TASK TO CARRY OUT:
Working through the entries below, find how many lines include the string "Mill"; give only that number.

<<<<

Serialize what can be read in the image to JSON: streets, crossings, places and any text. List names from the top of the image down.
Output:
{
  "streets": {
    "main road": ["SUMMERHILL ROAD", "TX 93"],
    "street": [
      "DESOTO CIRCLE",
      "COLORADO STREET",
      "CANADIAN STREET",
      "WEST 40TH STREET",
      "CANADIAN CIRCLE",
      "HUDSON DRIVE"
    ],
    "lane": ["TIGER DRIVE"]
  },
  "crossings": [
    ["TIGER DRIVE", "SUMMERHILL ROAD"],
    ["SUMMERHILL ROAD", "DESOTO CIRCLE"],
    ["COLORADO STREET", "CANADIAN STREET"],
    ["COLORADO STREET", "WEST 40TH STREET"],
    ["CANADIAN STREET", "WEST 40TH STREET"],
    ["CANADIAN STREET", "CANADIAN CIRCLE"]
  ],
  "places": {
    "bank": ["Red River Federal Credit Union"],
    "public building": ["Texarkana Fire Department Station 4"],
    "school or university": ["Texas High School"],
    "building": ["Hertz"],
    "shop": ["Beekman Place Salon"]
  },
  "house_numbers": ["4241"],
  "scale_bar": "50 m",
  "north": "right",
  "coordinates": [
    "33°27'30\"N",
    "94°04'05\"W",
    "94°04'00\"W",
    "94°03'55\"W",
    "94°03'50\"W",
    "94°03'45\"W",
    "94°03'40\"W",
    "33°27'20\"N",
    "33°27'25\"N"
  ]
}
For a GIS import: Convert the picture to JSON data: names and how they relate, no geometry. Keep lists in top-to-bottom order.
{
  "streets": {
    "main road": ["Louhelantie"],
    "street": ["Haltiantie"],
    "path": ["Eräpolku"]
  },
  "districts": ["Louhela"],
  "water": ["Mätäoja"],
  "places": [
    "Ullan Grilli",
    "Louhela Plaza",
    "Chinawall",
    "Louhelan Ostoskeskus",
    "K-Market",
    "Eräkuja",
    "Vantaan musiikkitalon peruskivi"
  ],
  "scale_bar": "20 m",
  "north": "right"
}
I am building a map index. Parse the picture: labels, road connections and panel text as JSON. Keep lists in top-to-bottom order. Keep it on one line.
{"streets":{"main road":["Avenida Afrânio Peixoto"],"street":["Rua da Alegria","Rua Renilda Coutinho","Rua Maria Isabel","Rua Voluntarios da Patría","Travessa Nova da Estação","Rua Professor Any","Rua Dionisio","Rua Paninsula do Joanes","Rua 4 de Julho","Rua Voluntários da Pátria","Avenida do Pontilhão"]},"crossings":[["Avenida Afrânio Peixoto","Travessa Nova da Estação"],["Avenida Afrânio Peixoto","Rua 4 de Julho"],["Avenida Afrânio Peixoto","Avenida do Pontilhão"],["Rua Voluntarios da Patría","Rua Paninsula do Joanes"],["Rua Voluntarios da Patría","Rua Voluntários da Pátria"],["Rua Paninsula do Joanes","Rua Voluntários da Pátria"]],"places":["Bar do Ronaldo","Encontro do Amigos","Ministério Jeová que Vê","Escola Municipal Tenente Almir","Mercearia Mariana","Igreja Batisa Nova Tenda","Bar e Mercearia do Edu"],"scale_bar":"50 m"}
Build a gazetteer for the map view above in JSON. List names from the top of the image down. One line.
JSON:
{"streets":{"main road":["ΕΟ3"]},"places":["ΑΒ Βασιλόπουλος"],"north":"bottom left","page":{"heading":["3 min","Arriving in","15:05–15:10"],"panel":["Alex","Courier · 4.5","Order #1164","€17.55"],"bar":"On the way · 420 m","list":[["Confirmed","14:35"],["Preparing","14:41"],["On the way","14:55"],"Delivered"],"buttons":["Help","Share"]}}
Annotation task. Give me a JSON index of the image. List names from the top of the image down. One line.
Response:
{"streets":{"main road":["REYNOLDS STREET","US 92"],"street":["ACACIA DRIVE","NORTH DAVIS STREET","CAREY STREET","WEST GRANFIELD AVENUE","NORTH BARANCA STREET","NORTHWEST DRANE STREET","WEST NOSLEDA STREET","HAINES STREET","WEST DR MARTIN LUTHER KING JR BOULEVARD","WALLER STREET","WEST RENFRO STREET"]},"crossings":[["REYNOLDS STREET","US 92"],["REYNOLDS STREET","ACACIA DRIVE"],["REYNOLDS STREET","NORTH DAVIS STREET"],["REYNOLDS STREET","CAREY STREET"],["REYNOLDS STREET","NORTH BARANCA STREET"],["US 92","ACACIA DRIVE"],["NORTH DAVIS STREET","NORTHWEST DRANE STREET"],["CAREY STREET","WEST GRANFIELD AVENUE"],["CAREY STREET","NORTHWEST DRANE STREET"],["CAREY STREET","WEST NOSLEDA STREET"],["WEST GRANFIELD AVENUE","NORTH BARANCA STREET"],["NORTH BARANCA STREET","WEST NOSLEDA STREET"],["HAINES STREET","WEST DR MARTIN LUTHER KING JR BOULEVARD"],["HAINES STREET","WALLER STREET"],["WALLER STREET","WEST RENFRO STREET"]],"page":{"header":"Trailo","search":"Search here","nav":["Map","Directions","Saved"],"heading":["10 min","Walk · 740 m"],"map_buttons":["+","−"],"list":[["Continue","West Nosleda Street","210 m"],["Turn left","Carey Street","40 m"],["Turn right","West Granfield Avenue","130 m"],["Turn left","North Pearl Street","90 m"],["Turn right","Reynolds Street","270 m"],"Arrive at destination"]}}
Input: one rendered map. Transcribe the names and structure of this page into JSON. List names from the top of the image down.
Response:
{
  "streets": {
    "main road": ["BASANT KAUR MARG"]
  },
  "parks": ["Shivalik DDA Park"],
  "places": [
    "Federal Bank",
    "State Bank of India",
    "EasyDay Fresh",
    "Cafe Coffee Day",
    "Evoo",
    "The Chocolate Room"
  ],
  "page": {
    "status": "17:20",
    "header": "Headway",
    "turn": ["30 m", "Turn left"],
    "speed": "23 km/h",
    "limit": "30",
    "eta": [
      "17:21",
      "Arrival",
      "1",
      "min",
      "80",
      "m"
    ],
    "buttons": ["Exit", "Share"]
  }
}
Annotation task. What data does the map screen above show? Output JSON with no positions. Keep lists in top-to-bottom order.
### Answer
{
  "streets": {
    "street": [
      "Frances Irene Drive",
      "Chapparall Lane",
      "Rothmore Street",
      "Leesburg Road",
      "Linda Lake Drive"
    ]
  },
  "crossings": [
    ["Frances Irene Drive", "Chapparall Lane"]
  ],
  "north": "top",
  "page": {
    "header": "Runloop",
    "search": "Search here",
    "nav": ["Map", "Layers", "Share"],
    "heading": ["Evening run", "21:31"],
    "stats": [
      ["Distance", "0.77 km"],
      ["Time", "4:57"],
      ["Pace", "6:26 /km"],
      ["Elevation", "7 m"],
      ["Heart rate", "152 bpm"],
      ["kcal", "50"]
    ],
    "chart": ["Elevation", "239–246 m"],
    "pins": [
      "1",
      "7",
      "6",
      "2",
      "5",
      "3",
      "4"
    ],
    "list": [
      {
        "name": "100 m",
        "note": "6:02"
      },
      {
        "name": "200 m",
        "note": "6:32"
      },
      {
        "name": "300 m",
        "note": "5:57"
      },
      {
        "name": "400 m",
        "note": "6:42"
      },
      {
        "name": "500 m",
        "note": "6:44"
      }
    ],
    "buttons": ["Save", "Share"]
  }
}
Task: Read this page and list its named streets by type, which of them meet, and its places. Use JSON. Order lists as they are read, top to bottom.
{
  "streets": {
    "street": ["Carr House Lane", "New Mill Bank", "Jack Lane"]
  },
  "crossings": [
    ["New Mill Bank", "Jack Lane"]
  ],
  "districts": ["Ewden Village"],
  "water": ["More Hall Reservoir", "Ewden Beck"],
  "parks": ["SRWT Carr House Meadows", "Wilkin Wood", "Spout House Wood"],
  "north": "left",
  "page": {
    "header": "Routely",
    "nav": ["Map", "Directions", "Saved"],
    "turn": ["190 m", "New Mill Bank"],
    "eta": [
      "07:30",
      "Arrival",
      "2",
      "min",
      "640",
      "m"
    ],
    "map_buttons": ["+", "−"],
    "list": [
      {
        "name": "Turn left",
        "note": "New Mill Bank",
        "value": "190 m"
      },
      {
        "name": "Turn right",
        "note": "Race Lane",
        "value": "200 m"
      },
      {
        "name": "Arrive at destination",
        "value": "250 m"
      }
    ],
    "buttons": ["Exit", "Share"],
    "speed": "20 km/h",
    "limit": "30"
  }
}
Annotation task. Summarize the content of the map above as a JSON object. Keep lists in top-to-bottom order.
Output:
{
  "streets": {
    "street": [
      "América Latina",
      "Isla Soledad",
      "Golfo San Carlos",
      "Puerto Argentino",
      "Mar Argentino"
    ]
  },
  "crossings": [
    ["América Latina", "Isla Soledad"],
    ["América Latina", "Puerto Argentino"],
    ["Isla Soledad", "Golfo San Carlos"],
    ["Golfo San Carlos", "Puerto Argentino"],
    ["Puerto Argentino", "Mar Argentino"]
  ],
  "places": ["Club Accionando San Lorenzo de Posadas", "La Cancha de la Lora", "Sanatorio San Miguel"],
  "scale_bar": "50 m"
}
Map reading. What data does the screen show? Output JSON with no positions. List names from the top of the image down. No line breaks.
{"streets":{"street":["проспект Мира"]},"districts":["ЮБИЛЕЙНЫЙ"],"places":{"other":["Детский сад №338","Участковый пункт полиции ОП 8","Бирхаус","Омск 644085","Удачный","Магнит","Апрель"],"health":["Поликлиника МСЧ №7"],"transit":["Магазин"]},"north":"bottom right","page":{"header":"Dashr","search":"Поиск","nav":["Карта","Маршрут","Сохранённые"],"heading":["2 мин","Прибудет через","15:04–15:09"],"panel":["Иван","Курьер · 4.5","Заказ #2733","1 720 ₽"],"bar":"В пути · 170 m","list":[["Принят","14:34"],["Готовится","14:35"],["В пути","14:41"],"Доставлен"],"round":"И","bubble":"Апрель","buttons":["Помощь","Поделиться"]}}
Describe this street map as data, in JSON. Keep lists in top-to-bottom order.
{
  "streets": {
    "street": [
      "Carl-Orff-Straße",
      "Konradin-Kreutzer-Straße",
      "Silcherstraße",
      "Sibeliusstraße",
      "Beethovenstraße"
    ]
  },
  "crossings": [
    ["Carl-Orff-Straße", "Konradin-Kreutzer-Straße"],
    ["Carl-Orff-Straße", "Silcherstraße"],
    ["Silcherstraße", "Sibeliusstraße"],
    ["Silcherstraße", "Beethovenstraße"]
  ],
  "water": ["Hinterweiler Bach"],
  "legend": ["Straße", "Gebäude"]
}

>>>>

ANSWER SECTION:
4